Animal attack stories inevitably attract media
interest. Tigers escape cages and rip tourists to shreds, monkeys chase
politicians
to their deaths, squirrels cause severe inconvenience.
Singular
events don't become trends, but when those events start to cluster, a
kind of momentum builds in the public consciousness, and suddenly it
feels like a "spree" is in progress. And because human beings are
conditioned to find patterns, freakish events seem to snowball. Once
something strange happens, a similar event is more easily spotted, more
quickly relatable to some other occurrence until it starts to look like
a trend. We latch on to things if we see them again because of their
familiarity.

This process was exemplified by the recent slew
of "Bird versus Plane" stories. The Hudson River rescue began a long
series of bird-induced plane crash stories, and then just plane crash
stories, until it started to feel like something was seriously wrong
with the airplane industry, or that birds all over the world were
uniting in a bid to take back the skies. But birds crash into planes
every day, and sometimes the stories are pretty fantastic. Back in
October last year, a duck crashed through the windshield of a DC-3
plane and knocked out the pilot. According to Time, the copilot saved
the plane. It was an amazing story, and will definitely figure
somewhere in the plot of a future action-adventure movie about
disgruntled, ambitious birds jealous of man's occupancy of air space.
It could be tragic, moving, inspirational. Like Jonathon Living
Seagull, the modern fairytale of a bird who literally aims higher than
the rest, but with more blood and less good intention.

dumbooctopus.jpg
The Dumbo Octopus

But
there is another reason for the rising popularity of these stories:
nature is becoming stranger to us. Technically, it shouldn't feel
"unexpected" when humans get killed by animals. After all, such is the
nature of nature. If I were an animal, I might want to strike out at a
few humans once in a
while too. After all, we can be pretty annoying, shoving cameras into
the faces of rare, shy species and chasing them around to create
award-winning documentaries
on "the beauty of nature." We're hypocrites. Animals who have forgotten
they are animals. We've created a weird, self-reflexive vision of
"nature" that requires watching it through a piece of furniture. The
growing media landscape also allows easier access into the alien lands
of nature. We can watch a giant, elbowed octopus from a camera on a
deep-sea oil rig, or trawl the thousands of images of weird-looking
creatures, like the "leafy sea dragon" or the "dumbo octopus" that
looks remarkably like Pikachu. (In fact, Octopi are an untapped
resource for horror-movie nemeses.

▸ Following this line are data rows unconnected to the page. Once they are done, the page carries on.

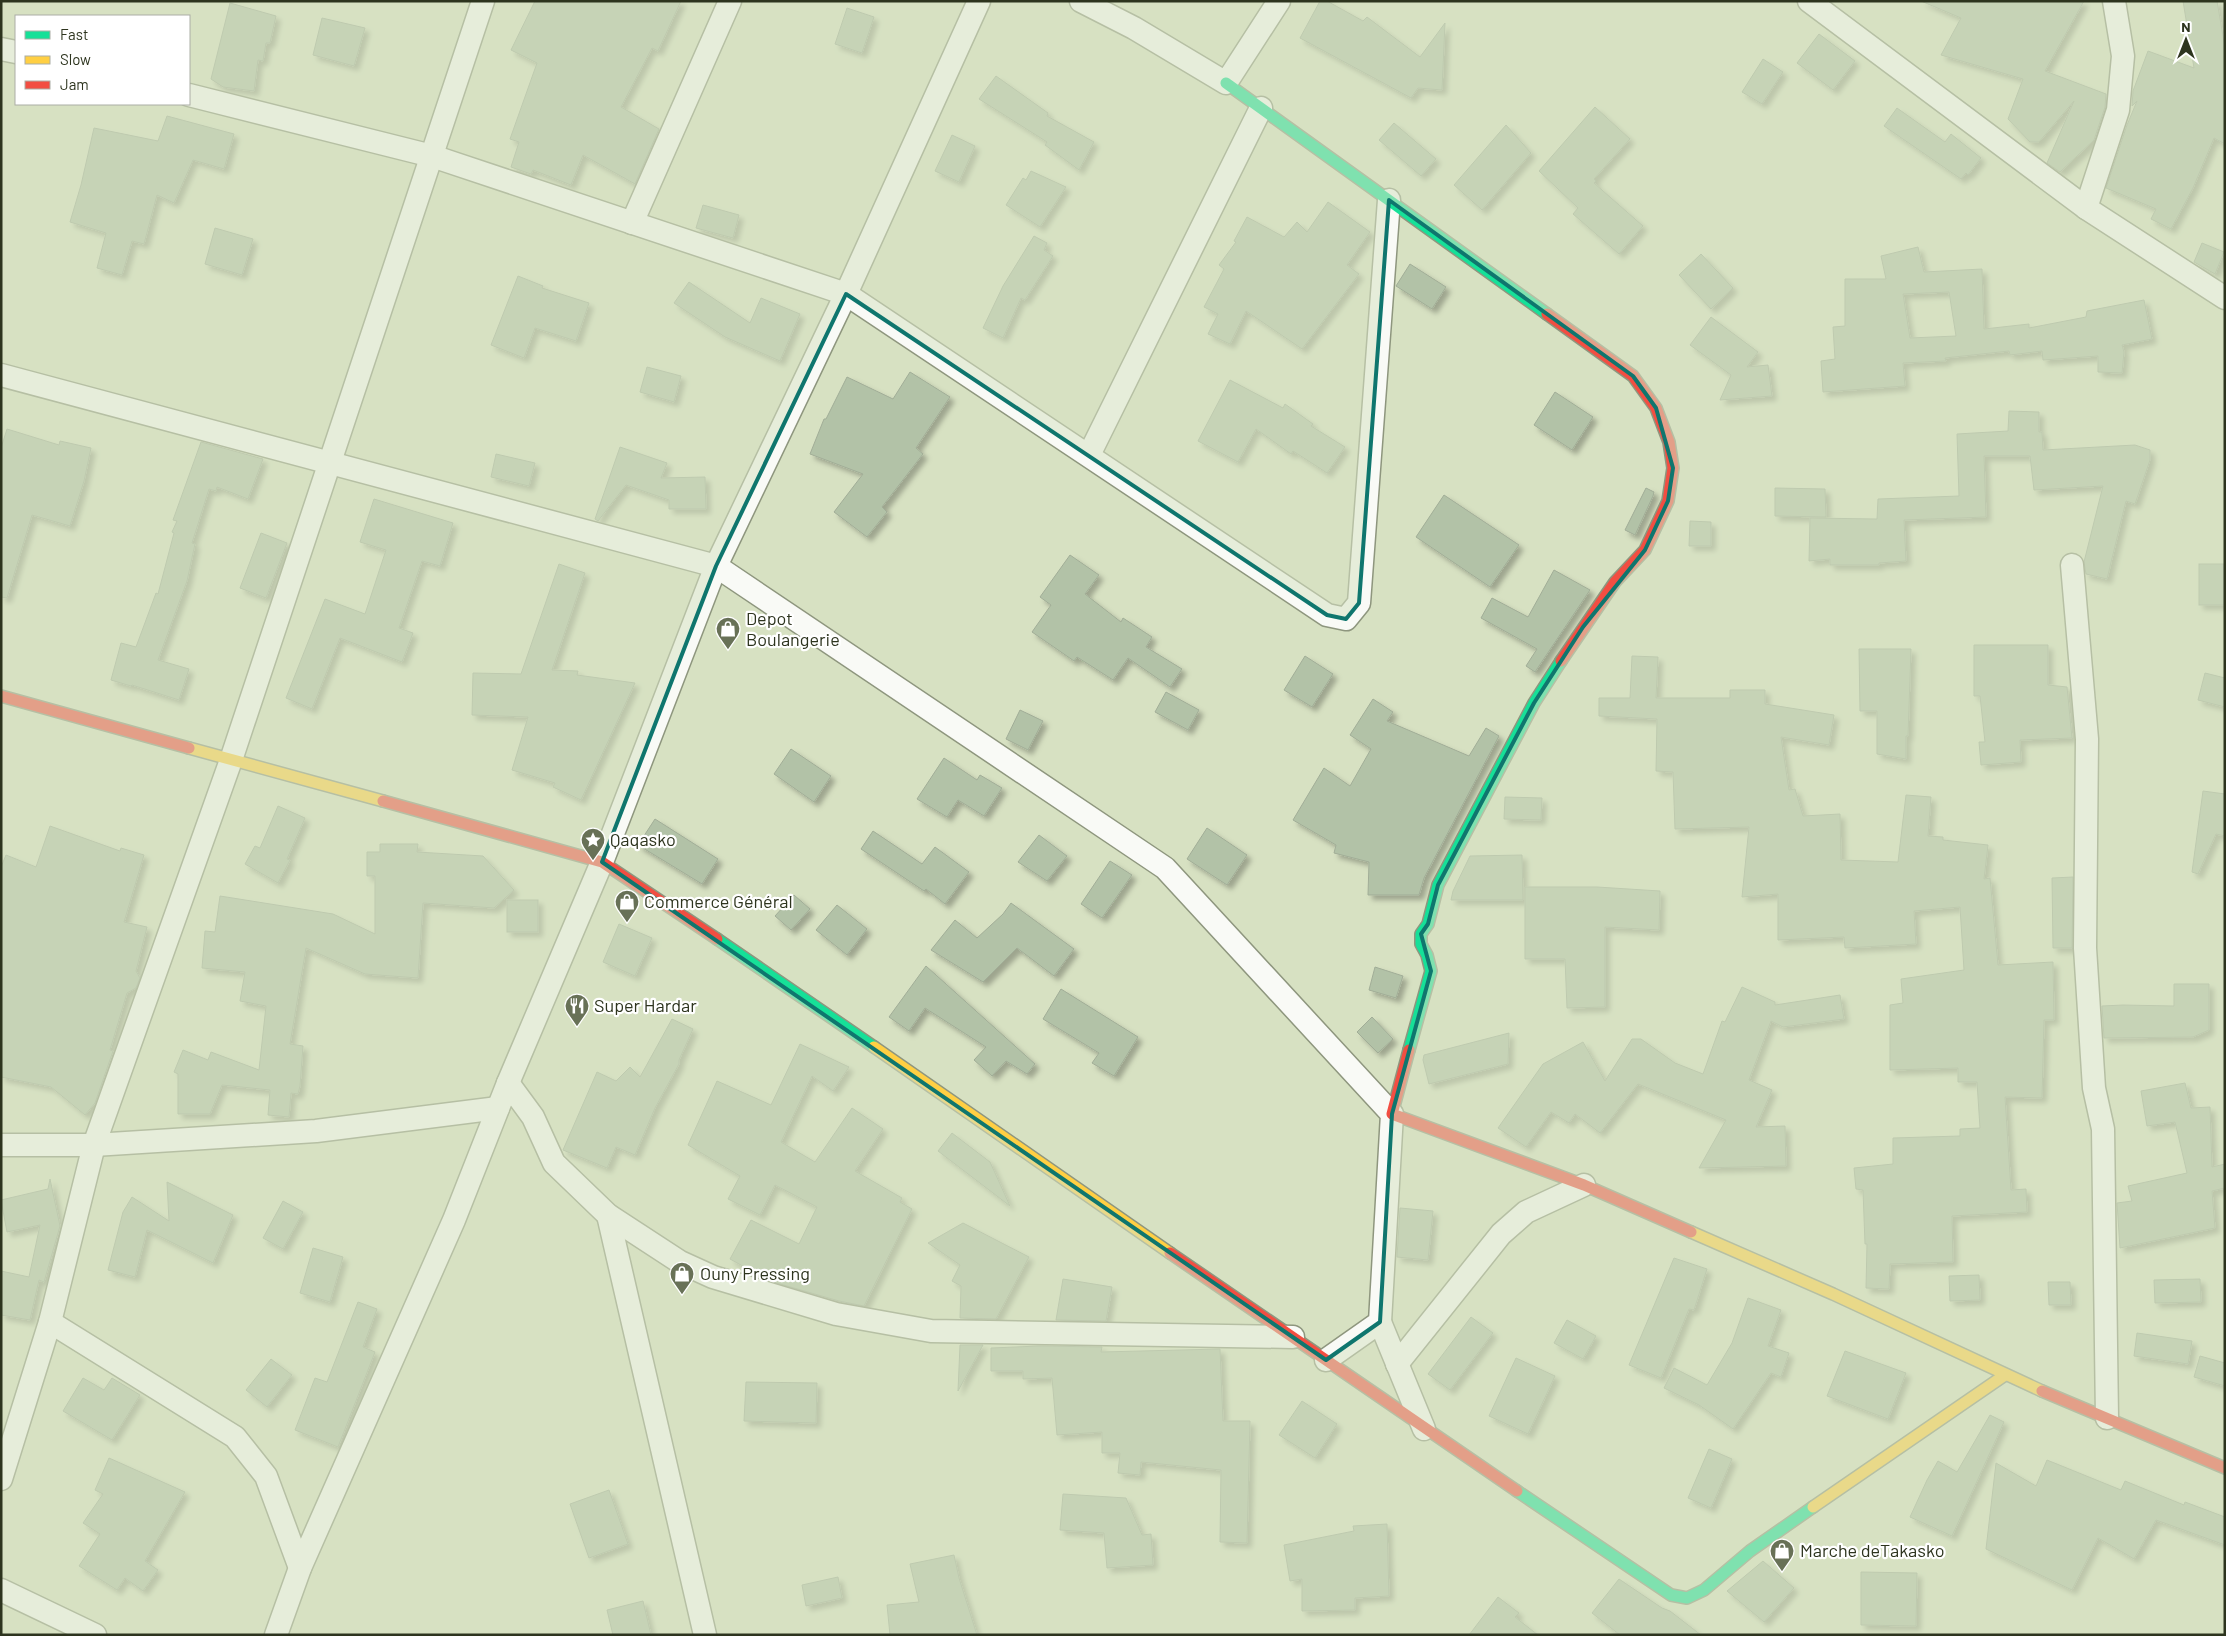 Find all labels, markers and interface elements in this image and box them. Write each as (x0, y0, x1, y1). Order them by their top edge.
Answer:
legend (15, 15, 190, 105)
north arrow (2161, 15, 2211, 65)
text: N (2181, 18, 2191, 35)
text: Fast (60, 25, 88, 43)
text: Slow (60, 50, 91, 68)
text: Jam (60, 75, 89, 93)
place label: Depot Boulangerie (746, 607, 840, 650)
shop icon: Depot Boulangerie (715, 616, 741, 650)
place icon: Qaqasko (580, 827, 606, 861)
place label: Qaqasko (610, 828, 676, 850)
shop icon: Commerce Général (614, 889, 640, 923)
place label: Commerce Général (644, 890, 793, 912)
restaurant icon: Super Hardar (564, 993, 590, 1027)
place label: Super Hardar (594, 994, 697, 1016)
shop icon: Ouny Pressing (669, 1261, 695, 1295)
place label: Ouny Pressing (700, 1262, 810, 1284)
shop icon: Marche deTakasko (1769, 1538, 1795, 1572)
place label: Marche deTakasko (1800, 1539, 1944, 1561) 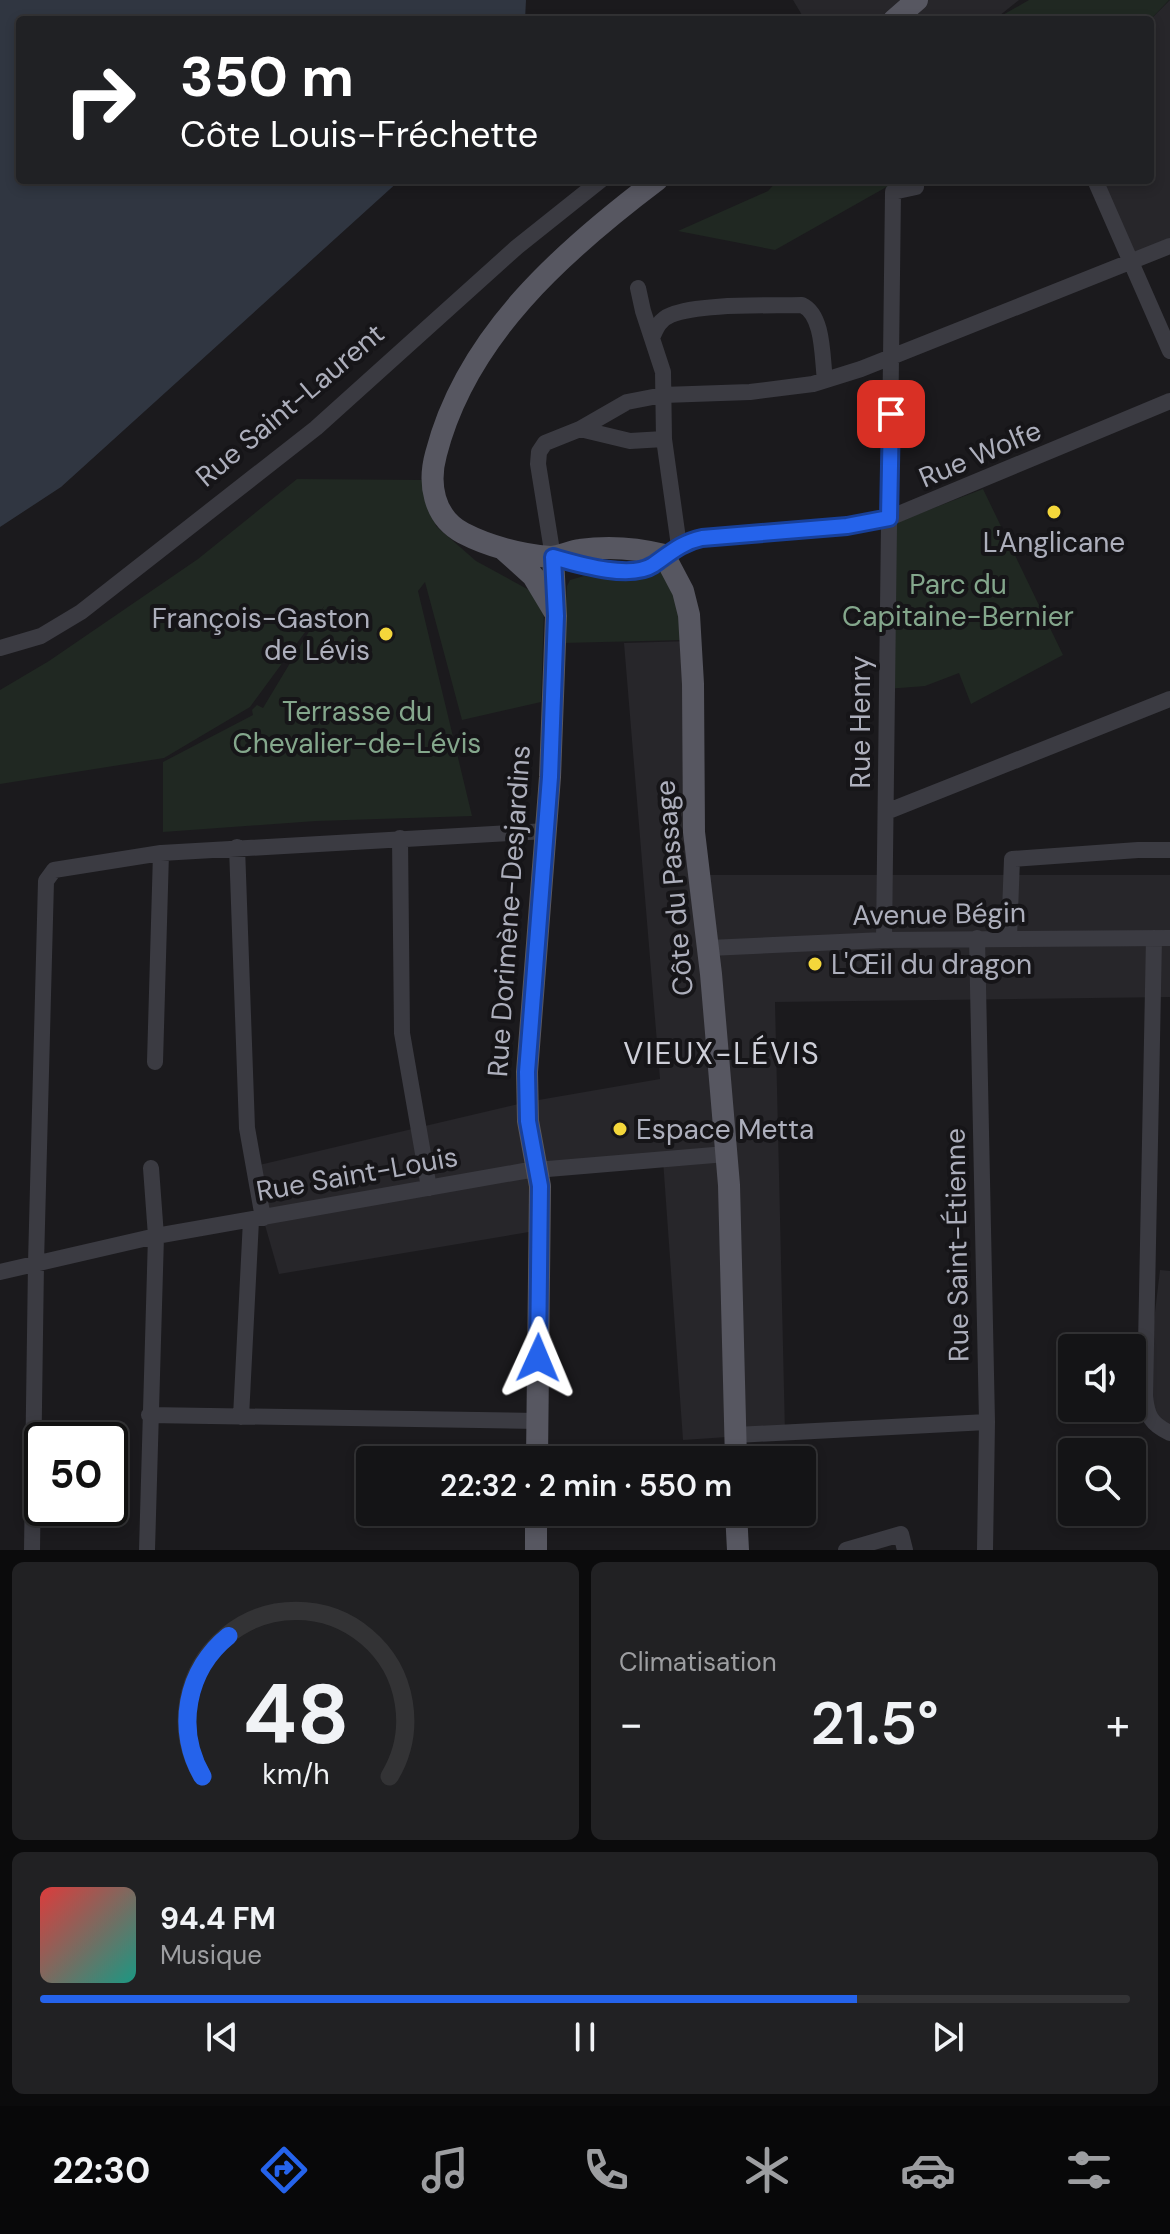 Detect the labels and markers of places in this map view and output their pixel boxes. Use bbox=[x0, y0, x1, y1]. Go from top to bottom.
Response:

They are indisputably creepy.)

The
feeling that there is something "in the air" recently regarding animal
attacks and animal-related human deaths is due to more than the
congealment of stories about "vicious mauling" stewing on the wire or
special features on the Discovery Channel. Perhaps we've been
sensitised by some recent-ish events that hit a little too close to
home. The chilling documentary, Grizzly Man (2005), chronicling the
more-than-slightly-cuck-coo Timothy Treadwell as he attempts to become
"one with the bears" was a strange experience. We watched his
child-like naivete as he played Snow White in the epic landscape of
Alaska, befriending foxes and keeping a video journal, reciting his
prophetic mantra: "I will die for these animals, I will die for these
animals, I will die for these animals." It was uncomfortable,
succinctly revealing the human disconnect with the natural world. Then
in 2006, our favorite crocodile hunter, Steve Irwin ("Ah nah! It bit
me! What a souvenir!") got spiked by a Stingray, straight through the
heart. A real celebrity dying a movie-like death.

Perhaps
we've become more aware of the freakishness of nature, and our
relationship to it. We've encouraged its stronger presence in the
mainstream because it speaks to us of something lost, something hidden.
A culture's definition of strangeness is just as revealing as it's
definition of normality. We revel in the absolute lunacy of bear
attacks and sting-ray deaths in a world as "modern" as we believe ours
to be. Getting eaten by a crocodile just seems so much wilder in an
Internet age. Human beings may be excelling technologically beyond the
natural realm, but sometimes, the real world bites back.